Start of Block

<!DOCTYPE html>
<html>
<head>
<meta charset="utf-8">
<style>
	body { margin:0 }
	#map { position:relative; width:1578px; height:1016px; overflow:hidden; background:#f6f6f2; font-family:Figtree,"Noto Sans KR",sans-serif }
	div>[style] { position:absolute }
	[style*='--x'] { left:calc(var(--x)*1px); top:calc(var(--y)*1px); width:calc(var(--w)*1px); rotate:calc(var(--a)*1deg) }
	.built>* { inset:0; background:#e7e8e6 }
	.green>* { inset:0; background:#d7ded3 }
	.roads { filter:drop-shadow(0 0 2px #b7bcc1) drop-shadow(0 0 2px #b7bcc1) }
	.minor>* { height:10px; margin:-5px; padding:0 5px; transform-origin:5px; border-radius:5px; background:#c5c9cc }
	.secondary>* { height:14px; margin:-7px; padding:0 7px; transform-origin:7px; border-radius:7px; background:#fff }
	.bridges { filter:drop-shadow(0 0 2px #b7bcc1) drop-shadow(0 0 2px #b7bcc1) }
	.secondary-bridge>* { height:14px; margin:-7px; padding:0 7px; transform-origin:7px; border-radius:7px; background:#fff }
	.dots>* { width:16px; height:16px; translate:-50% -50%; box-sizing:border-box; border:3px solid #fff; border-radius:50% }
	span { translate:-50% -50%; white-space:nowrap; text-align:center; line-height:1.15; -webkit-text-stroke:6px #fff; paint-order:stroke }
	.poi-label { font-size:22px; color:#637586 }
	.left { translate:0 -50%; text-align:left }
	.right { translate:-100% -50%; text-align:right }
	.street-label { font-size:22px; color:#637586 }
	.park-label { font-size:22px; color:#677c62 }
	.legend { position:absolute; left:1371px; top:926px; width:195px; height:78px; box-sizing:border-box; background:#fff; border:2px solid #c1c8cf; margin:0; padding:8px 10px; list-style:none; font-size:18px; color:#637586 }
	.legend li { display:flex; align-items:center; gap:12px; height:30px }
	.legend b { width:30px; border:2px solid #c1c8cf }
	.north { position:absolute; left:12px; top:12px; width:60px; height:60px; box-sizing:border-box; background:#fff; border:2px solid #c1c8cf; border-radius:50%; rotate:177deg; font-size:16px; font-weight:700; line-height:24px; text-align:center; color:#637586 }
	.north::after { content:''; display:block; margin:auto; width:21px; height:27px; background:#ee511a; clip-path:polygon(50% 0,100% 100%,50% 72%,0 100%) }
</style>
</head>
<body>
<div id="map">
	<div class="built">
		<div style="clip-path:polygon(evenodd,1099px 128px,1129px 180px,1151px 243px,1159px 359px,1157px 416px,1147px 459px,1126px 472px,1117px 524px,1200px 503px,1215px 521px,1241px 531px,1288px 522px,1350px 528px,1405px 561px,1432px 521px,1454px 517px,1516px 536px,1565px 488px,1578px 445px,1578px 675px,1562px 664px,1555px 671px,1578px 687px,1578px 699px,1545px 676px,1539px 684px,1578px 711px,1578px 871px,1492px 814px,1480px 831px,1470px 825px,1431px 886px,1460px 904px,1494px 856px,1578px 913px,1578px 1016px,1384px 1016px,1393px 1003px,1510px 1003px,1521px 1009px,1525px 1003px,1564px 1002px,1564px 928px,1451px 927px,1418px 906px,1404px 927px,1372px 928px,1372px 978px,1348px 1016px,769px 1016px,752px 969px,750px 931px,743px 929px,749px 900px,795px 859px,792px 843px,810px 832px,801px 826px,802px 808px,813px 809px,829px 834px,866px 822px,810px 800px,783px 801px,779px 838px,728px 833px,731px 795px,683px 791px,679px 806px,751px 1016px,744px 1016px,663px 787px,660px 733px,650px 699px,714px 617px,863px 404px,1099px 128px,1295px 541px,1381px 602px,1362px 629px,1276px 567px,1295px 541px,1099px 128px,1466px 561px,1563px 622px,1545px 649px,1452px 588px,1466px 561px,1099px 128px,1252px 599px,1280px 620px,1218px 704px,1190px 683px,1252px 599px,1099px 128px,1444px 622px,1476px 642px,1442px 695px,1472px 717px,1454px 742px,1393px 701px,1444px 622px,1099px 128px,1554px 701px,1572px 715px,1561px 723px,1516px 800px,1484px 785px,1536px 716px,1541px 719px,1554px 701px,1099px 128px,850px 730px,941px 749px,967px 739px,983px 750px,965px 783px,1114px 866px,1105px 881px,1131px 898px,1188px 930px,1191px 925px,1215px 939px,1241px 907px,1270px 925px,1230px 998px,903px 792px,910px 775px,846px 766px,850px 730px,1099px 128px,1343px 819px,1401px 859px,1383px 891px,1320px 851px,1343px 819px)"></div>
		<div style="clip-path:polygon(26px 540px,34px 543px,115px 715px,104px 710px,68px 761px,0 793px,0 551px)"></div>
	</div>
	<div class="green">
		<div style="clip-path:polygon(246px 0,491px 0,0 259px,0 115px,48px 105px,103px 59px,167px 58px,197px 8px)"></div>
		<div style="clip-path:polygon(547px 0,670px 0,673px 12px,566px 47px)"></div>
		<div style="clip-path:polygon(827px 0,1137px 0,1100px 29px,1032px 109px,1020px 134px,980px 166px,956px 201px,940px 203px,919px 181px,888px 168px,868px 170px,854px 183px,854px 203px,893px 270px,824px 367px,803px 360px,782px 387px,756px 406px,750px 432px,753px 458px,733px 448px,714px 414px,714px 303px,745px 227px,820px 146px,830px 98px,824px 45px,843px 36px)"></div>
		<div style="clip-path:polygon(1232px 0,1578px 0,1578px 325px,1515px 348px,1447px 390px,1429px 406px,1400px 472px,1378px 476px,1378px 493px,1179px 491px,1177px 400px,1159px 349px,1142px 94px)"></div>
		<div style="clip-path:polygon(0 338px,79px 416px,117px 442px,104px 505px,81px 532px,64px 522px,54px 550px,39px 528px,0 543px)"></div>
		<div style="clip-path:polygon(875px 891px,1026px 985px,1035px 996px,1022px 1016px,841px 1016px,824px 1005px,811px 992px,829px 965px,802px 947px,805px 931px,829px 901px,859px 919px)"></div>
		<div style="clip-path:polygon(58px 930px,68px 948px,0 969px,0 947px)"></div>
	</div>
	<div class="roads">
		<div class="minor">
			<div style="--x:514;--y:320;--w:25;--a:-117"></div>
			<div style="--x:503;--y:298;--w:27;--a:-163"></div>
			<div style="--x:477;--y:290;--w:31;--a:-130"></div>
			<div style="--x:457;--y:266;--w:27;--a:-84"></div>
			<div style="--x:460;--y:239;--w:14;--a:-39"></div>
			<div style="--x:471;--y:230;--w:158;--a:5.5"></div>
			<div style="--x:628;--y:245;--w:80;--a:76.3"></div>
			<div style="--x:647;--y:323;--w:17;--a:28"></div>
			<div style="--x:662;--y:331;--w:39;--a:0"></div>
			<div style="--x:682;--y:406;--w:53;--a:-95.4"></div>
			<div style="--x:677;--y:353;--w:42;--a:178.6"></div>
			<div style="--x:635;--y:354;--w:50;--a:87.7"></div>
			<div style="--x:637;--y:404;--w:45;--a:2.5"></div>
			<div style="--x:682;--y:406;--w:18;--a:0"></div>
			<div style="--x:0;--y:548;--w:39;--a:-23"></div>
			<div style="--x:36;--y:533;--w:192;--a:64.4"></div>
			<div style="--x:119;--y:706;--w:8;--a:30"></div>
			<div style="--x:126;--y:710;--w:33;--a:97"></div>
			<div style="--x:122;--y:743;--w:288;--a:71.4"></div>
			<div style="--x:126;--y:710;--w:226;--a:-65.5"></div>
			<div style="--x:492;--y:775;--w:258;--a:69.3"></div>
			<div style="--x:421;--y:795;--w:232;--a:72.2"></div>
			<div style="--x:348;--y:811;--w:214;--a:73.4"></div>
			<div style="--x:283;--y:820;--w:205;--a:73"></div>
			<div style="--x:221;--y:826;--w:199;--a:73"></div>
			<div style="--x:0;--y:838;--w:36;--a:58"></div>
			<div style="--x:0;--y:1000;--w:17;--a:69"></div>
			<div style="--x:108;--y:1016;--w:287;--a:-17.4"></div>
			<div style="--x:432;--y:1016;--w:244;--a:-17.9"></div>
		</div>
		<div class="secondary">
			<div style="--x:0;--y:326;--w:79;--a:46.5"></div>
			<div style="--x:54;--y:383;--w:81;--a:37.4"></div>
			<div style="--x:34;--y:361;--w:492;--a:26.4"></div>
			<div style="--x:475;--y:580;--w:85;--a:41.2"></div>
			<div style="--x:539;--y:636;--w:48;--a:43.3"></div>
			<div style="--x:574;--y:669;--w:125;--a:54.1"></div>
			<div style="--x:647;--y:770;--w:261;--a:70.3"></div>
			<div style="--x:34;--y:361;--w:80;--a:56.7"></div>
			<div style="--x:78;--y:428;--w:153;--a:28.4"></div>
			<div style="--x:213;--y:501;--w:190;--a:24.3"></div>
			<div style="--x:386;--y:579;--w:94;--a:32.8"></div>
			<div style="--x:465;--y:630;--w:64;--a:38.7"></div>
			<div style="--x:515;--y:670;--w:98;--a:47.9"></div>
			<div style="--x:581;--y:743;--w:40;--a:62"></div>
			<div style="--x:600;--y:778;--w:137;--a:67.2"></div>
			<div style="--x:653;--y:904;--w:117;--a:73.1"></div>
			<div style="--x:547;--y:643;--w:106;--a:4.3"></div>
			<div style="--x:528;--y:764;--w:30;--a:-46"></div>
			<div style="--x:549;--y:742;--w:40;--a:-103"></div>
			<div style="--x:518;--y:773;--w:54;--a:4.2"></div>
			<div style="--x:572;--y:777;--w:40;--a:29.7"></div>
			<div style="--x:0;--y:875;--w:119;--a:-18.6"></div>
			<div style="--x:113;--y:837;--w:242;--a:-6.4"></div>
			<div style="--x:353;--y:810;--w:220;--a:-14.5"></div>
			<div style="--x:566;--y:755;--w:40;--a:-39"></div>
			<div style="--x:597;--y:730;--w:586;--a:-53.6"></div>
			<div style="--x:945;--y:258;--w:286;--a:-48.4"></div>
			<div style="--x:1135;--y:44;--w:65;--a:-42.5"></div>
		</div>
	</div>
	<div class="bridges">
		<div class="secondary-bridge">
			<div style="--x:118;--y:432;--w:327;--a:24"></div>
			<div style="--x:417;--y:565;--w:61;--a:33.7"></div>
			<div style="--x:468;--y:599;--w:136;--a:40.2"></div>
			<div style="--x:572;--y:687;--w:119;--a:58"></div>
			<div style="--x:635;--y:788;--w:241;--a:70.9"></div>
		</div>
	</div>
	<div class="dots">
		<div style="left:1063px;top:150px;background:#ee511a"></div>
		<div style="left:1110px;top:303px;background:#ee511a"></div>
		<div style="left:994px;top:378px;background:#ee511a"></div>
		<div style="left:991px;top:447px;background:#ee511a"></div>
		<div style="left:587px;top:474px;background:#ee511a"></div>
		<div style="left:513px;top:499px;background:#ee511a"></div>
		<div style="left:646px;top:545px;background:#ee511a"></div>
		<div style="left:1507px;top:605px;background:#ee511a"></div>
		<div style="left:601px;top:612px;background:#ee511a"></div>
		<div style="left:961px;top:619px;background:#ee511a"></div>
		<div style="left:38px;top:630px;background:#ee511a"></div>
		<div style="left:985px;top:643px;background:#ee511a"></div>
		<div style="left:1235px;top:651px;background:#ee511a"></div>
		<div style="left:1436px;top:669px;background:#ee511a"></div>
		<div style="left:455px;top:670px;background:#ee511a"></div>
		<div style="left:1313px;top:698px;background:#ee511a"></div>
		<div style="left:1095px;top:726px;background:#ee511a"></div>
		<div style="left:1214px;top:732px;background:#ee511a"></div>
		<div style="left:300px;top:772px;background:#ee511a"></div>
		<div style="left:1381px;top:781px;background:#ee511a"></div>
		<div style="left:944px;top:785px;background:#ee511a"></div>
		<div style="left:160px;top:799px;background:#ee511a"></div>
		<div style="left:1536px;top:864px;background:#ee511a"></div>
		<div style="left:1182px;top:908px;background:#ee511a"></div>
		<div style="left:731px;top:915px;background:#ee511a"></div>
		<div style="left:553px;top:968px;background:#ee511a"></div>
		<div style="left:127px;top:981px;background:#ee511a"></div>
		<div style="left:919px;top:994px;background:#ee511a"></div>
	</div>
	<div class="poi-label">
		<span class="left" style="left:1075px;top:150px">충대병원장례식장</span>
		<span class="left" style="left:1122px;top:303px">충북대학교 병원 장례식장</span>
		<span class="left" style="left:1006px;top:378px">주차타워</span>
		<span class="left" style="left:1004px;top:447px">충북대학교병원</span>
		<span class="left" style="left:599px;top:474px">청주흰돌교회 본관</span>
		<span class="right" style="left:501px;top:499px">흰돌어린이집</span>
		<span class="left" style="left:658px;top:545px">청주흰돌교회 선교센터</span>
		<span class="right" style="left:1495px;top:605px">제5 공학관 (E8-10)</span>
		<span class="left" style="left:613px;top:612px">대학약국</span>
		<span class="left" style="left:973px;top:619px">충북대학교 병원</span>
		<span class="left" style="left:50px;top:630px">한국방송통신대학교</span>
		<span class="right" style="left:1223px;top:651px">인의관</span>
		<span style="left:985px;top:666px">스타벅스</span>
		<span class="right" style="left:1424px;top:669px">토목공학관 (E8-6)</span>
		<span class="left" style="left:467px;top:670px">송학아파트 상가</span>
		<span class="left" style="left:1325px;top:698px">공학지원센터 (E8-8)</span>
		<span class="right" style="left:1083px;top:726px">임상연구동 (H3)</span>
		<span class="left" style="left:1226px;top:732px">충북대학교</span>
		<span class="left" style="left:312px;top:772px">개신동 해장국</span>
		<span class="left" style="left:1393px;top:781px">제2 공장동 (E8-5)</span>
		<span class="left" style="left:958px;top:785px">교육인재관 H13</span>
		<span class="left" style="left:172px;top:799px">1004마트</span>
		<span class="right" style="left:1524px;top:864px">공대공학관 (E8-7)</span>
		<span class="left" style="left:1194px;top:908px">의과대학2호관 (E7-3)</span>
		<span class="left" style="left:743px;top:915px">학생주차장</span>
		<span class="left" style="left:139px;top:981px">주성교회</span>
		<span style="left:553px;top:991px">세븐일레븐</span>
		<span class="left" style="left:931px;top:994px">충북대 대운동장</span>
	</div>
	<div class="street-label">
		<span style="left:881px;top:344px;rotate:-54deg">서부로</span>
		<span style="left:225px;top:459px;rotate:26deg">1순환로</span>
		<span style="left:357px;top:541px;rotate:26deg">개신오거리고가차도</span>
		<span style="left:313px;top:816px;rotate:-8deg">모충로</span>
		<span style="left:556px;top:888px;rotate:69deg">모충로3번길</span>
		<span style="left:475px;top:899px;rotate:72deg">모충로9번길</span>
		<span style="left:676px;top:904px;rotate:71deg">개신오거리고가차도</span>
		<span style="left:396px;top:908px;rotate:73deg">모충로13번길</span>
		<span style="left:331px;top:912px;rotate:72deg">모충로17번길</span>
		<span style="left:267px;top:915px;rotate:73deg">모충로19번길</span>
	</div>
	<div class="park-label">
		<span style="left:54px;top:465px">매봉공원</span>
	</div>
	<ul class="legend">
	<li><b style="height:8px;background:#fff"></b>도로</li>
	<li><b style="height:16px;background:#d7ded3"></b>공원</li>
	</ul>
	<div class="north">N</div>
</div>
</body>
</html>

End of Block

ABOUT THIS TASK: The required output is every line above from the one with "translate:0 -50%; text-align:left" down to the one with "display:flex; align-items:center; gap:12px;", restated word for word, ends included.

PROBLEM SOLUTION:
	.left { translate:0 -50%; text-align:left }
	.right { translate:-100% -50%; text-align:right }
	.street-label { font-size:22px; color:#637586 }
	.park-label { font-size:22px; color:#677c62 }
	.legend { position:absolute; left:1371px; top:926px; width:195px; height:78px; box-sizing:border-box; background:#fff; border:2px solid #c1c8cf; margin:0; padding:8px 10px; list-style:none; font-size:18px; color:#637586 }
	.legend li { display:flex; align-items:center; gap:12px; height:30px }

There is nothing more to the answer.